### What the task requires
Report the number of lines in the entries below that include the word "picture", and nothing else.

### Material supplied
------------------------------------------------------------

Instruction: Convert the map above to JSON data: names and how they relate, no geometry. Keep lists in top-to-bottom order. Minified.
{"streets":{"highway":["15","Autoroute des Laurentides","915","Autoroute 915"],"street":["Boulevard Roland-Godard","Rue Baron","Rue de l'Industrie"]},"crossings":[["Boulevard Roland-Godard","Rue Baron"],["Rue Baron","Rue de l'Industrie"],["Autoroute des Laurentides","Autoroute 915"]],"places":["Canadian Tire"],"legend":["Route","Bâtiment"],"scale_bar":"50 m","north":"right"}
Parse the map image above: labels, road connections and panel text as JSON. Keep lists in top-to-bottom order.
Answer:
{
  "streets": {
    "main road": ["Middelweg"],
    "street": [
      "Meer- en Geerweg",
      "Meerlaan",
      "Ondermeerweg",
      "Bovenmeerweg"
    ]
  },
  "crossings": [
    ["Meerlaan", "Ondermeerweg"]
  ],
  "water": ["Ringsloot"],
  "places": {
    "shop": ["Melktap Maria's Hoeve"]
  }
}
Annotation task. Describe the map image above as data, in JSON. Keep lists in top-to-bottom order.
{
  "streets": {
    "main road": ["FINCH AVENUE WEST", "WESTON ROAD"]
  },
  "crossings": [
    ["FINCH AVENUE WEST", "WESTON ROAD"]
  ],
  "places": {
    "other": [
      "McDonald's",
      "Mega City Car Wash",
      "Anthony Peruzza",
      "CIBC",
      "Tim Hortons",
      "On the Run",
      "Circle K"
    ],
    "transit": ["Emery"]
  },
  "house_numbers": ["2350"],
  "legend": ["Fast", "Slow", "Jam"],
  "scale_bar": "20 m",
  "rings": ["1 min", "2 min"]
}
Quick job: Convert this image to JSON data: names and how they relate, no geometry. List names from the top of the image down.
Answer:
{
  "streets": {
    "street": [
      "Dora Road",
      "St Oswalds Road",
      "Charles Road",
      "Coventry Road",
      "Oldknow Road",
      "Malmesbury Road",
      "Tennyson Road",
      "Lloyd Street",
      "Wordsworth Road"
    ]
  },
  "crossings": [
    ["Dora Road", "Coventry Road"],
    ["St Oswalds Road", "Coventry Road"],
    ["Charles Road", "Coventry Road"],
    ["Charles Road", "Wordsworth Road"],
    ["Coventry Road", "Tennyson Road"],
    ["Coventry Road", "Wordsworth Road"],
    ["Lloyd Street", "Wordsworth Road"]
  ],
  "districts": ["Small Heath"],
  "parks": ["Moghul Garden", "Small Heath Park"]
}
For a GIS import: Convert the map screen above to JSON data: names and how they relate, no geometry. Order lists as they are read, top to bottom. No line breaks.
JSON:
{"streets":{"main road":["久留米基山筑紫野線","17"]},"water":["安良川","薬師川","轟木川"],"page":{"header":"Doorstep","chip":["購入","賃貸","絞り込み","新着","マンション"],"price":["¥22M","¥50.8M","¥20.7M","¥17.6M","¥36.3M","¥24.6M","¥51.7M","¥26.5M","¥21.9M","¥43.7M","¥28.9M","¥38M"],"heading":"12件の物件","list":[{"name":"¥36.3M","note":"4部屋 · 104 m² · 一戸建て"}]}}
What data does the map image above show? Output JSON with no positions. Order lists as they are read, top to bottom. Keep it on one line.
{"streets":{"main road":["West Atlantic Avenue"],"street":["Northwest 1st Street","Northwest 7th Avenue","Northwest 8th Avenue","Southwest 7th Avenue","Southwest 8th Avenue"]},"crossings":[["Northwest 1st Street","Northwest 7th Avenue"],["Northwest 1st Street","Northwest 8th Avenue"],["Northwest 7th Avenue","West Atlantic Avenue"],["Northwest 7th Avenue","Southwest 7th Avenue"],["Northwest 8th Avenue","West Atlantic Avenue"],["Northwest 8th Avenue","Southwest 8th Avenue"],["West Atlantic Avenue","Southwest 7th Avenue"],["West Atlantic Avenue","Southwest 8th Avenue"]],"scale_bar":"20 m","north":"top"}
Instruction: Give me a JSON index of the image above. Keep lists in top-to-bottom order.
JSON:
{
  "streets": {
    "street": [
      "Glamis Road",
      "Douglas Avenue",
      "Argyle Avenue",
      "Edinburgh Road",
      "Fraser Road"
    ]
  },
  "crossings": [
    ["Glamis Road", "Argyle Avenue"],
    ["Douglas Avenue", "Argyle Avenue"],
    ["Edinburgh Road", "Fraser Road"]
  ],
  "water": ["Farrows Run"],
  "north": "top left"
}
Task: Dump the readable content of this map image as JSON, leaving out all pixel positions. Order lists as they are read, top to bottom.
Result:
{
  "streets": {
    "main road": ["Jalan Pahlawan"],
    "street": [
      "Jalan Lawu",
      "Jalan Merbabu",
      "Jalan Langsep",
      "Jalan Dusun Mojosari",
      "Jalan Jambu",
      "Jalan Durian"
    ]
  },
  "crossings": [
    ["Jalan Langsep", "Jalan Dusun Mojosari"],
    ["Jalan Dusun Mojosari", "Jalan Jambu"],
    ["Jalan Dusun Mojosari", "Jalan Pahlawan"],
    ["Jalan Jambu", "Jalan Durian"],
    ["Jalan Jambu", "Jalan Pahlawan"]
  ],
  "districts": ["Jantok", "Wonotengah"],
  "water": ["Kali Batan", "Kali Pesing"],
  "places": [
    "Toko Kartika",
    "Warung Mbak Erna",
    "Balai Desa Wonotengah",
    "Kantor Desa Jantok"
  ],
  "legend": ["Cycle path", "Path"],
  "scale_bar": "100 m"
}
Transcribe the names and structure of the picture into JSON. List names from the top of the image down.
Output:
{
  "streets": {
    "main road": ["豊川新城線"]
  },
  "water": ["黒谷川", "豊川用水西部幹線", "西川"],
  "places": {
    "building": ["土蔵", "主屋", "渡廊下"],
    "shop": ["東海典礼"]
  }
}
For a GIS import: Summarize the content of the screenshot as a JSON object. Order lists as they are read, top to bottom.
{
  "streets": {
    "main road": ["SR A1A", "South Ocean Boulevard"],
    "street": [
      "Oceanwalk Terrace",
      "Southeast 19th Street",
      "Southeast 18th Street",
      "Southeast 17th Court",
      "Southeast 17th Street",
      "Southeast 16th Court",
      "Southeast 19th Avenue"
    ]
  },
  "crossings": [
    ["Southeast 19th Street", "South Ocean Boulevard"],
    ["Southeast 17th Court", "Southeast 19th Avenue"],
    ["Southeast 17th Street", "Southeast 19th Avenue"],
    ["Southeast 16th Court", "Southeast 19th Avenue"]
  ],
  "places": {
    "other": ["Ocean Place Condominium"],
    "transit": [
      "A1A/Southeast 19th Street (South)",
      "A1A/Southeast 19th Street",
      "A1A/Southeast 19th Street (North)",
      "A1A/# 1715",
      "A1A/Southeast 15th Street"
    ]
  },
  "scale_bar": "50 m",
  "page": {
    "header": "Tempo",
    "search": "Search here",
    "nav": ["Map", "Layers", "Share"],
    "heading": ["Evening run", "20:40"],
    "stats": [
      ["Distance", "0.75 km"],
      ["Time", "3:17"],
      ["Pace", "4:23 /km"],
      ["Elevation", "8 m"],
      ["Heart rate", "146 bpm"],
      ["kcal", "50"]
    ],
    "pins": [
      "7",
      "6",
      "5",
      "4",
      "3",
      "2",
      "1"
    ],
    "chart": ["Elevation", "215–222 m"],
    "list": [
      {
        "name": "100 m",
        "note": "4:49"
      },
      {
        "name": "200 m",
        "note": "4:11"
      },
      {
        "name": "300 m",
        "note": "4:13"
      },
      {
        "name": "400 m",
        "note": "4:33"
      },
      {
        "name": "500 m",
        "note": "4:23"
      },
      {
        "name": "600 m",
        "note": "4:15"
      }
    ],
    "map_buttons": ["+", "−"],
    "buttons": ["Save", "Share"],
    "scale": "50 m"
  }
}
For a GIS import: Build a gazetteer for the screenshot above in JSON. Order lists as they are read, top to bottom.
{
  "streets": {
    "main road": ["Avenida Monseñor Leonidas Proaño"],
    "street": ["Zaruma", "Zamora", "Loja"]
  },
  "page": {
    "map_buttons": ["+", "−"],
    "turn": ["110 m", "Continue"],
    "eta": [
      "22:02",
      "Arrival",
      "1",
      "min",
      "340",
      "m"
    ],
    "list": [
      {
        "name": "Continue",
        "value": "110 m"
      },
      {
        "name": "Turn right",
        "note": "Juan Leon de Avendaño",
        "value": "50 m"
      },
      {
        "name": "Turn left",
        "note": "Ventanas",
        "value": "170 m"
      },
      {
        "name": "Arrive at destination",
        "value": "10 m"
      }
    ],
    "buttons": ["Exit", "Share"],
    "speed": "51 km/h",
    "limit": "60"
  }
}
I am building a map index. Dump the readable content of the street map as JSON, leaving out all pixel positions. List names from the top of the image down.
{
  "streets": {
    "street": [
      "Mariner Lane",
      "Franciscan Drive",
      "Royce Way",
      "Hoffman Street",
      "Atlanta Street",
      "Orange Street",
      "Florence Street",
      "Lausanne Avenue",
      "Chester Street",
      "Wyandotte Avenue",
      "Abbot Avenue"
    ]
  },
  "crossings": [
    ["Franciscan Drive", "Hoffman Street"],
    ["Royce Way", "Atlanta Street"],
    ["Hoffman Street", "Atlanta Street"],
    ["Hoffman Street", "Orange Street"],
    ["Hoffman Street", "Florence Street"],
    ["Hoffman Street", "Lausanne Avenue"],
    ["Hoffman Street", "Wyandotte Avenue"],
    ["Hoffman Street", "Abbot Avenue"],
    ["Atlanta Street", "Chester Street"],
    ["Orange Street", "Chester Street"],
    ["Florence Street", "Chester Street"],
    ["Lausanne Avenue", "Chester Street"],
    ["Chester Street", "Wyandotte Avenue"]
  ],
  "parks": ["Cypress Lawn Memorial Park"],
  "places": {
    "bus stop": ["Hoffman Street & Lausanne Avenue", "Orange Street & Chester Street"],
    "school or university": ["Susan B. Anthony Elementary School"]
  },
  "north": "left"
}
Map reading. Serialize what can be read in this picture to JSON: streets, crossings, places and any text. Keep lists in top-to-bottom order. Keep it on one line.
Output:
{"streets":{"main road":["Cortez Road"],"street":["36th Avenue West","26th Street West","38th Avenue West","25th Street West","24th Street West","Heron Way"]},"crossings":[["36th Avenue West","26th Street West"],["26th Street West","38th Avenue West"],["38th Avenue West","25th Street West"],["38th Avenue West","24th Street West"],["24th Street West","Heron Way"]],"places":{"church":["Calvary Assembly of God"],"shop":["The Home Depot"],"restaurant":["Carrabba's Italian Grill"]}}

------------------------------------------------------------

### Exercise result
2